--- Material to process ---
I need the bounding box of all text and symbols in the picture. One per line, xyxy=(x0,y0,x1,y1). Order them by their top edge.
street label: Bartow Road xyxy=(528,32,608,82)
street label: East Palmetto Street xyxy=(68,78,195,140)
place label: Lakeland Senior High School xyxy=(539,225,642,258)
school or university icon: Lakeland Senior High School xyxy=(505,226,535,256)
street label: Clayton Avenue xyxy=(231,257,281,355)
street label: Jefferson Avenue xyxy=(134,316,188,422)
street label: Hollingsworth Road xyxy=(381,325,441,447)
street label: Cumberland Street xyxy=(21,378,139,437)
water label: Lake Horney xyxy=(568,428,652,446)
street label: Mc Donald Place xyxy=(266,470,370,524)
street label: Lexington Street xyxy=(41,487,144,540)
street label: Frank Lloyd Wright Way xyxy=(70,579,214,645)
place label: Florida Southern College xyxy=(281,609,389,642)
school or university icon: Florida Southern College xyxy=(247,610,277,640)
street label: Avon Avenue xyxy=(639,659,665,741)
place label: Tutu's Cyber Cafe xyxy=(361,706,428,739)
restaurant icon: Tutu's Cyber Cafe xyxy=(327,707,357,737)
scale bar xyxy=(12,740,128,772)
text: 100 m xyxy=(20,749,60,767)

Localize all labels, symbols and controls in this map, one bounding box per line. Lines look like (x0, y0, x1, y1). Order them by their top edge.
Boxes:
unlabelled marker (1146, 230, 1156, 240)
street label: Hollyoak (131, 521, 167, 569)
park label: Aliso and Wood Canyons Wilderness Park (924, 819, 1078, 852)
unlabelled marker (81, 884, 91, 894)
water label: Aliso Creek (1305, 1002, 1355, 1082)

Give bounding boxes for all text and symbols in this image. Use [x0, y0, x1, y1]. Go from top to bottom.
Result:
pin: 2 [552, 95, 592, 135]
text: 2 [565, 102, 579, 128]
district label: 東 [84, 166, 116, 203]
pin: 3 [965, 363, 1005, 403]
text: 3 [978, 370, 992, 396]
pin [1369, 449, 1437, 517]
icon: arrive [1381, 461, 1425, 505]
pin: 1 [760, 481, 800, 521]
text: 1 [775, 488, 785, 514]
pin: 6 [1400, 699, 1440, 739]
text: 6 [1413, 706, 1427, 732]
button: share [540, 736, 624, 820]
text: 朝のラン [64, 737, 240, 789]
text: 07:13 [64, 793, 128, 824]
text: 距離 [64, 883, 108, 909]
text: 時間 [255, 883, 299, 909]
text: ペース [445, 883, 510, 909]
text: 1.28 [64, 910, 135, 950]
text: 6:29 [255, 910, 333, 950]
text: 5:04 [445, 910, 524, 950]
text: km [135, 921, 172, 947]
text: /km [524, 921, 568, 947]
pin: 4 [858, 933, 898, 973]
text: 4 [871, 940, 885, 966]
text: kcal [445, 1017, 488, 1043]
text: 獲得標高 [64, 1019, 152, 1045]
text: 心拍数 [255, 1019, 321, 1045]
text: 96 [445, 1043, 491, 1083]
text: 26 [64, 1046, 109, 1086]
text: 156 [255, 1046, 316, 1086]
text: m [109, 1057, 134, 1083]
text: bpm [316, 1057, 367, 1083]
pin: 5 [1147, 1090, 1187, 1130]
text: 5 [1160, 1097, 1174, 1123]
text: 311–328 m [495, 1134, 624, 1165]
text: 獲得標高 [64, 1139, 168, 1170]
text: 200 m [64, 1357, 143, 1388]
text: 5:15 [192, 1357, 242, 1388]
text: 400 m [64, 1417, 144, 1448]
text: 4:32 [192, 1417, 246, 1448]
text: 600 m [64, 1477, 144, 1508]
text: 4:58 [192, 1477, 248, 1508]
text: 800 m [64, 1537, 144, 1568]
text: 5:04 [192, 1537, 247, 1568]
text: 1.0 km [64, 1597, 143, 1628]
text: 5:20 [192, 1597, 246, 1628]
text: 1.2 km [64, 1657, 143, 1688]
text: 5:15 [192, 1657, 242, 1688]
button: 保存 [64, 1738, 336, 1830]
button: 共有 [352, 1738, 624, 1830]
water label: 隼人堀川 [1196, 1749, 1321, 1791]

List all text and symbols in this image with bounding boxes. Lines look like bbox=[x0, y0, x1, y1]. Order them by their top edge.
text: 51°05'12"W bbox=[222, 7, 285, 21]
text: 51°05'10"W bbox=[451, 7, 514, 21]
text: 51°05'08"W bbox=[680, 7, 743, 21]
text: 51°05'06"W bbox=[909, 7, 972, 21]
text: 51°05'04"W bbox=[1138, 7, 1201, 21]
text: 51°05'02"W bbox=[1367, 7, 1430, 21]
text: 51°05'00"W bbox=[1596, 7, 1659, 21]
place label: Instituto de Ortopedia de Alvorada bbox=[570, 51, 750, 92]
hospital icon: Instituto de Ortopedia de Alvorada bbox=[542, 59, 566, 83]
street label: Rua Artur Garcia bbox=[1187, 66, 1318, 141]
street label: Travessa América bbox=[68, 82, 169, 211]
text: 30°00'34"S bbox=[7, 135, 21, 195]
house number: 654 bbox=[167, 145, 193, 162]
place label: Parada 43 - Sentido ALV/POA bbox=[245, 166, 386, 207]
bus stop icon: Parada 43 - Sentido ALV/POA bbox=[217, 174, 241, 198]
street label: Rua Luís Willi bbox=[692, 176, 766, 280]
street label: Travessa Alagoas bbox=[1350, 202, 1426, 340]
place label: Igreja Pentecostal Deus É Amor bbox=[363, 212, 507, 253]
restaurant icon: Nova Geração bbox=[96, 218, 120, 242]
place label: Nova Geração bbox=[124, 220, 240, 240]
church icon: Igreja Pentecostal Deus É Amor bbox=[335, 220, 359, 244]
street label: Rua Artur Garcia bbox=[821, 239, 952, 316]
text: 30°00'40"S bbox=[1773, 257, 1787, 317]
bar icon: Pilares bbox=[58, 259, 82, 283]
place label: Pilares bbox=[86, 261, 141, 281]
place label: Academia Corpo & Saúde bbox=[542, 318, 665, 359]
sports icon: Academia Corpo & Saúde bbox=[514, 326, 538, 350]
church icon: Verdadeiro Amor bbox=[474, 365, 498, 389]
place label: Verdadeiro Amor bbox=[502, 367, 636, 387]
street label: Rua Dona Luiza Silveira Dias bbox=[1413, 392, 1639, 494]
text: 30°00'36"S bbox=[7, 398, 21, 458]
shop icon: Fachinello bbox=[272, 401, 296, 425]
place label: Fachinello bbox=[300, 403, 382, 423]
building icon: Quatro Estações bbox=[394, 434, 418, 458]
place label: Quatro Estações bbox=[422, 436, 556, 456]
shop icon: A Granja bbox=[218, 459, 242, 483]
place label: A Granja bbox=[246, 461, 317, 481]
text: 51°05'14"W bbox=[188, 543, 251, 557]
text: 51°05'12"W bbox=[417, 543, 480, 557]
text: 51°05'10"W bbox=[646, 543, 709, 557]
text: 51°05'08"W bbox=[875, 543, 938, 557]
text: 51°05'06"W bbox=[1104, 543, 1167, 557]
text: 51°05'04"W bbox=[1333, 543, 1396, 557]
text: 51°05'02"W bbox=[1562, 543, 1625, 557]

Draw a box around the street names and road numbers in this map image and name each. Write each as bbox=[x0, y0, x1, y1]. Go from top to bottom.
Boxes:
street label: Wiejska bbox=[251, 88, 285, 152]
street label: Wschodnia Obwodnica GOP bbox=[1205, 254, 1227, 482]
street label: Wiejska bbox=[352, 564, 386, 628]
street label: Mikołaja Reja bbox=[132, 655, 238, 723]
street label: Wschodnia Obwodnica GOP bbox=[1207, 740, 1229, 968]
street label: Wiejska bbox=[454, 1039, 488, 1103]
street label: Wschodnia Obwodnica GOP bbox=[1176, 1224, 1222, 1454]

--- What to work on ---
The records above should be repeated exactly. Print them all.

--- Answer for this exercise ---
I need the bounding box of all text and symbols in the picture. One per line, xyxy=(x0,y0,x1,y1). Order them by their top edge.
street label: Bartow Road xyxy=(528,32,608,82)
street label: East Palmetto Street xyxy=(68,78,195,140)
place label: Lakeland Senior High School xyxy=(539,225,642,258)
school or university icon: Lakeland Senior High School xyxy=(505,226,535,256)
street label: Clayton Avenue xyxy=(231,257,281,355)
street label: Jefferson Avenue xyxy=(134,316,188,422)
street label: Hollingsworth Road xyxy=(381,325,441,447)
street label: Cumberland Street xyxy=(21,378,139,437)
water label: Lake Horney xyxy=(568,428,652,446)
street label: Mc Donald Place xyxy=(266,470,370,524)
street label: Lexington Street xyxy=(41,487,144,540)
street label: Frank Lloyd Wright Way xyxy=(70,579,214,645)
place label: Florida Southern College xyxy=(281,609,389,642)
school or university icon: Florida Southern College xyxy=(247,610,277,640)
street label: Avon Avenue xyxy=(639,659,665,741)
place label: Tutu's Cyber Cafe xyxy=(361,706,428,739)
restaurant icon: Tutu's Cyber Cafe xyxy=(327,707,357,737)
scale bar xyxy=(12,740,128,772)
text: 100 m xyxy=(20,749,60,767)

Localize all labels, symbols and controls in this map, one bounding box per line. Lines look like (x0, y0, x1, y1). Order them by their top edge.
Boxes:
unlabelled marker (1146, 230, 1156, 240)
street label: Hollyoak (131, 521, 167, 569)
park label: Aliso and Wood Canyons Wilderness Park (924, 819, 1078, 852)
unlabelled marker (81, 884, 91, 894)
water label: Aliso Creek (1305, 1002, 1355, 1082)

Give bounding boxes for all text and symbols in this image. Use [x0, y0, x1, y1]. Go from top to bottom.
Result:
pin: 2 [552, 95, 592, 135]
text: 2 [565, 102, 579, 128]
district label: 東 [84, 166, 116, 203]
pin: 3 [965, 363, 1005, 403]
text: 3 [978, 370, 992, 396]
pin [1369, 449, 1437, 517]
icon: arrive [1381, 461, 1425, 505]
pin: 1 [760, 481, 800, 521]
text: 1 [775, 488, 785, 514]
pin: 6 [1400, 699, 1440, 739]
text: 6 [1413, 706, 1427, 732]
button: share [540, 736, 624, 820]
text: 朝のラン [64, 737, 240, 789]
text: 07:13 [64, 793, 128, 824]
text: 距離 [64, 883, 108, 909]
text: 時間 [255, 883, 299, 909]
text: ペース [445, 883, 510, 909]
text: 1.28 [64, 910, 135, 950]
text: 6:29 [255, 910, 333, 950]
text: 5:04 [445, 910, 524, 950]
text: km [135, 921, 172, 947]
text: /km [524, 921, 568, 947]
pin: 4 [858, 933, 898, 973]
text: 4 [871, 940, 885, 966]
text: kcal [445, 1017, 488, 1043]
text: 獲得標高 [64, 1019, 152, 1045]
text: 心拍数 [255, 1019, 321, 1045]
text: 96 [445, 1043, 491, 1083]
text: 26 [64, 1046, 109, 1086]
text: 156 [255, 1046, 316, 1086]
text: m [109, 1057, 134, 1083]
text: bpm [316, 1057, 367, 1083]
pin: 5 [1147, 1090, 1187, 1130]
text: 5 [1160, 1097, 1174, 1123]
text: 311–328 m [495, 1134, 624, 1165]
text: 獲得標高 [64, 1139, 168, 1170]
text: 200 m [64, 1357, 143, 1388]
text: 5:15 [192, 1357, 242, 1388]
text: 400 m [64, 1417, 144, 1448]
text: 4:32 [192, 1417, 246, 1448]
text: 600 m [64, 1477, 144, 1508]
text: 4:58 [192, 1477, 248, 1508]
text: 800 m [64, 1537, 144, 1568]
text: 5:04 [192, 1537, 247, 1568]
text: 1.0 km [64, 1597, 143, 1628]
text: 5:20 [192, 1597, 246, 1628]
text: 1.2 km [64, 1657, 143, 1688]
text: 5:15 [192, 1657, 242, 1688]
button: 保存 [64, 1738, 336, 1830]
button: 共有 [352, 1738, 624, 1830]
water label: 隼人堀川 [1196, 1749, 1321, 1791]

List all text and symbols in this image with bounding boxes. Lines look like bbox=[x0, y0, x1, y1]. Order them by their top edge.
text: 51°05'12"W bbox=[222, 7, 285, 21]
text: 51°05'10"W bbox=[451, 7, 514, 21]
text: 51°05'08"W bbox=[680, 7, 743, 21]
text: 51°05'06"W bbox=[909, 7, 972, 21]
text: 51°05'04"W bbox=[1138, 7, 1201, 21]
text: 51°05'02"W bbox=[1367, 7, 1430, 21]
text: 51°05'00"W bbox=[1596, 7, 1659, 21]
place label: Instituto de Ortopedia de Alvorada bbox=[570, 51, 750, 92]
hospital icon: Instituto de Ortopedia de Alvorada bbox=[542, 59, 566, 83]
street label: Rua Artur Garcia bbox=[1187, 66, 1318, 141]
street label: Travessa América bbox=[68, 82, 169, 211]
text: 30°00'34"S bbox=[7, 135, 21, 195]
house number: 654 bbox=[167, 145, 193, 162]
place label: Parada 43 - Sentido ALV/POA bbox=[245, 166, 386, 207]
bus stop icon: Parada 43 - Sentido ALV/POA bbox=[217, 174, 241, 198]
street label: Rua Luís Willi bbox=[692, 176, 766, 280]
street label: Travessa Alagoas bbox=[1350, 202, 1426, 340]
place label: Igreja Pentecostal Deus É Amor bbox=[363, 212, 507, 253]
restaurant icon: Nova Geração bbox=[96, 218, 120, 242]
place label: Nova Geração bbox=[124, 220, 240, 240]
church icon: Igreja Pentecostal Deus É Amor bbox=[335, 220, 359, 244]
street label: Rua Artur Garcia bbox=[821, 239, 952, 316]
text: 30°00'40"S bbox=[1773, 257, 1787, 317]
bar icon: Pilares bbox=[58, 259, 82, 283]
place label: Pilares bbox=[86, 261, 141, 281]
place label: Academia Corpo & Saúde bbox=[542, 318, 665, 359]
sports icon: Academia Corpo & Saúde bbox=[514, 326, 538, 350]
church icon: Verdadeiro Amor bbox=[474, 365, 498, 389]
place label: Verdadeiro Amor bbox=[502, 367, 636, 387]
street label: Rua Dona Luiza Silveira Dias bbox=[1413, 392, 1639, 494]
text: 30°00'36"S bbox=[7, 398, 21, 458]
shop icon: Fachinello bbox=[272, 401, 296, 425]
place label: Fachinello bbox=[300, 403, 382, 423]
building icon: Quatro Estações bbox=[394, 434, 418, 458]
place label: Quatro Estações bbox=[422, 436, 556, 456]
shop icon: A Granja bbox=[218, 459, 242, 483]
place label: A Granja bbox=[246, 461, 317, 481]
text: 51°05'14"W bbox=[188, 543, 251, 557]
text: 51°05'12"W bbox=[417, 543, 480, 557]
text: 51°05'10"W bbox=[646, 543, 709, 557]
text: 51°05'08"W bbox=[875, 543, 938, 557]
text: 51°05'06"W bbox=[1104, 543, 1167, 557]
text: 51°05'04"W bbox=[1333, 543, 1396, 557]
text: 51°05'02"W bbox=[1562, 543, 1625, 557]

Draw a box around the street names and road numbers in this map image and name each. Write each as bbox=[x0, y0, x1, y1]. Go from top to bottom.
Boxes:
street label: Wiejska bbox=[251, 88, 285, 152]
street label: Wschodnia Obwodnica GOP bbox=[1205, 254, 1227, 482]
street label: Wiejska bbox=[352, 564, 386, 628]
street label: Mikołaja Reja bbox=[132, 655, 238, 723]
street label: Wschodnia Obwodnica GOP bbox=[1207, 740, 1229, 968]
street label: Wiejska bbox=[454, 1039, 488, 1103]
street label: Wschodnia Obwodnica GOP bbox=[1176, 1224, 1222, 1454]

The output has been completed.